Hoy, precisamente hoy, cuando algunas mentes concientes hacen un esfuerzo por recordarnos que la tierra en la que vivimos no estará aquí para siempre, me pregunto cual es el mayor defecto o marca de carácter (para no hacerlo sonar tan “duro”) que el ser humano posee, el cual lo hace permanecer inmóvil, entre otras cosas, ante una problemática tan seria como el desgaste progresivo de los recursos. La respuesta, la tenía antes de hacerme la pregunta. Y sí, la tengo yo, en cada una de mis relaciones con el resto de seres humanos, y en definitiva, la soberbia es la que día a día acaba con la conciencia, y no en un sentido ético, sino en el sentido de esa conciencia que nos permite ver, palpar y aceptar que no vivimos solos y que por tanto sin un suelo físico donde pararnos, sin un aire puro para distribuir en nuestros pulmones, sin agua sana para realizar las acciones mas básicas, la posibilidad de pensar en un futuro cercano para cerrar un trato comercial entre empresas, por ejemplo, es nulo.
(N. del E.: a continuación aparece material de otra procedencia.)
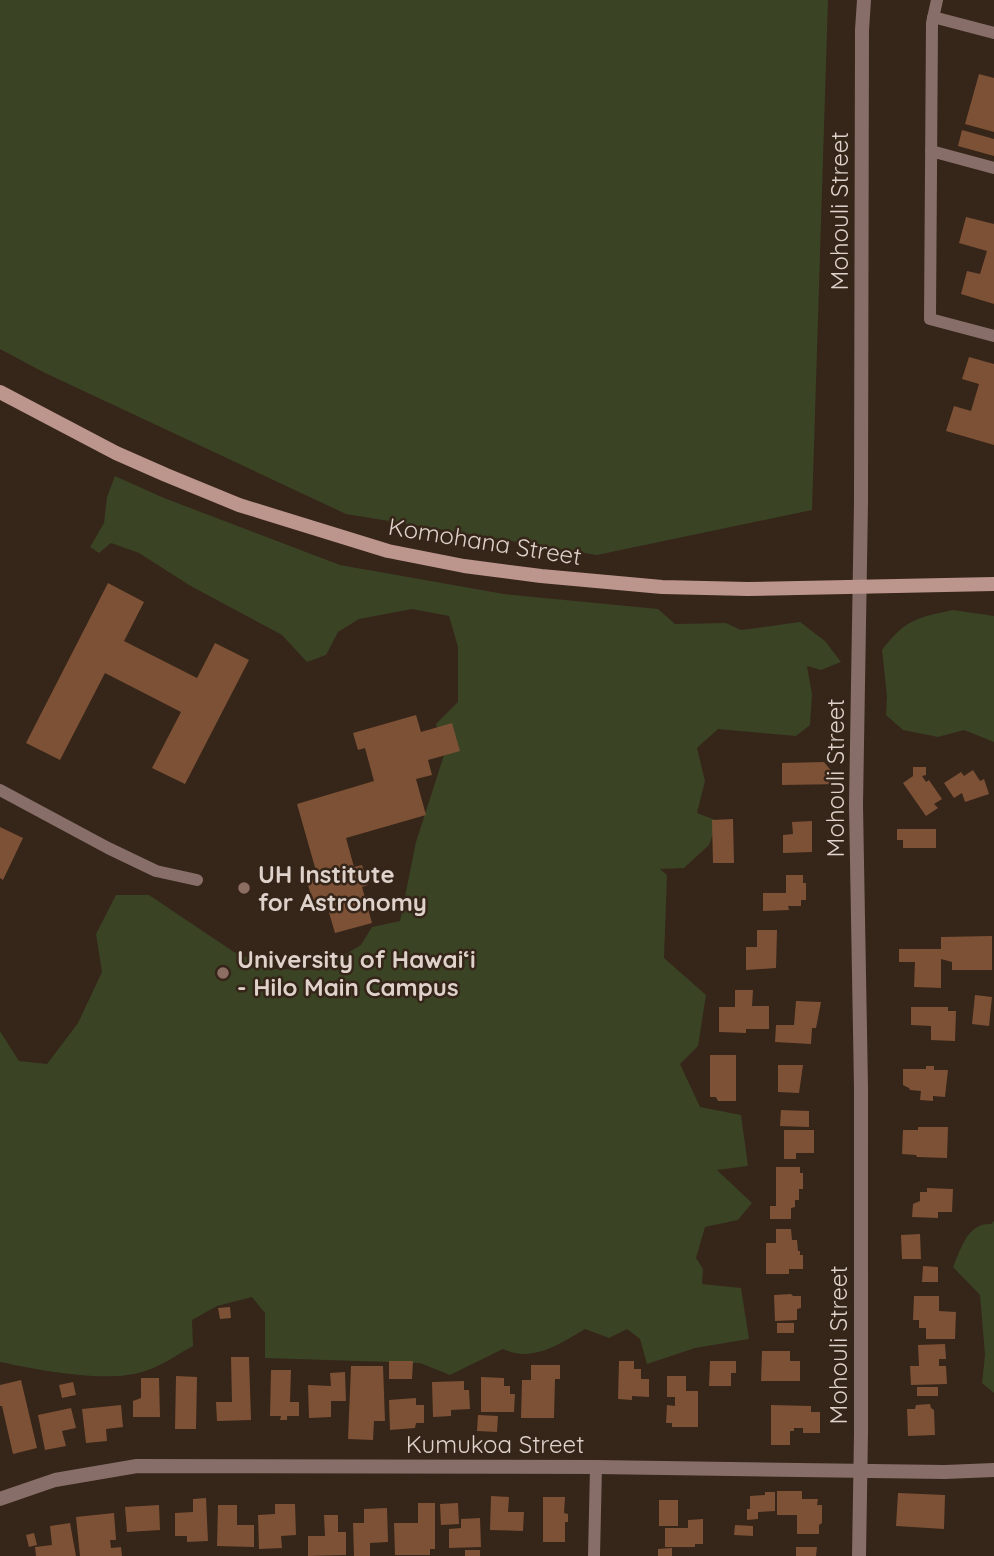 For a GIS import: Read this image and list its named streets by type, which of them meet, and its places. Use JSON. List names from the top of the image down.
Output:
{
  "streets": {
    "main road": ["Komohana Street"],
    "street": ["Mohouli Street", "Kumukoa Street"]
  },
  "crossings": [
    ["Mohouli Street", "Komohana Street"],
    ["Mohouli Street", "Kumukoa Street"]
  ],
  "places": ["UH Institute for Astronomy", "University of Hawaiʻi - Hilo Main Campus"]
}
Y me refiero precisamente a las visiones y misiones de las grandes, y por que no, pequeñas compañías del mundo. ¿Se ha percatado alguna vez de estos principios básicos en la organización interna de las empresas?. Todas las visiones y misiones, catapultan a las organizaciones a 20, 30 o hasta 50 años, mientras en su estructura mínima, no cuentan con un programa de reciclaje que medianamente pudiera educar a sus empleados, y así minimizar en una pequeñísima, pero significativa parte el impacto que de otras maneras genera la misma empresa. Justo ahí es donde viene a entrar a jugar mi respuesta, la soberbia. Que le hace pensar o visionar a un grupo directivo de una empresa cuando realiza una visión de su compañía, que mientras sigan menospreciando la realidad ambiental del mundo puede su razón de ser comercial seguir funcionando en 50 años?.
Lo mas preocupante, es que aún la situación puede y de hecho, sigue empeorando. Así, de que sirve tener una empresa prestadora de servicios públicos si mas allá de su intachable gestión comercial, el recurso con el que presta dicho servicio, ya no existe? No es exagerado pensarlo, de hecho ya sucede en diferentes lugares de Colombia, donde el recurso hidrográfico existía, y por las “inofensivas” acciones individuales contaminantes de habitantes en dichas poblaciones, el recurso del agua, simplemente ya no está.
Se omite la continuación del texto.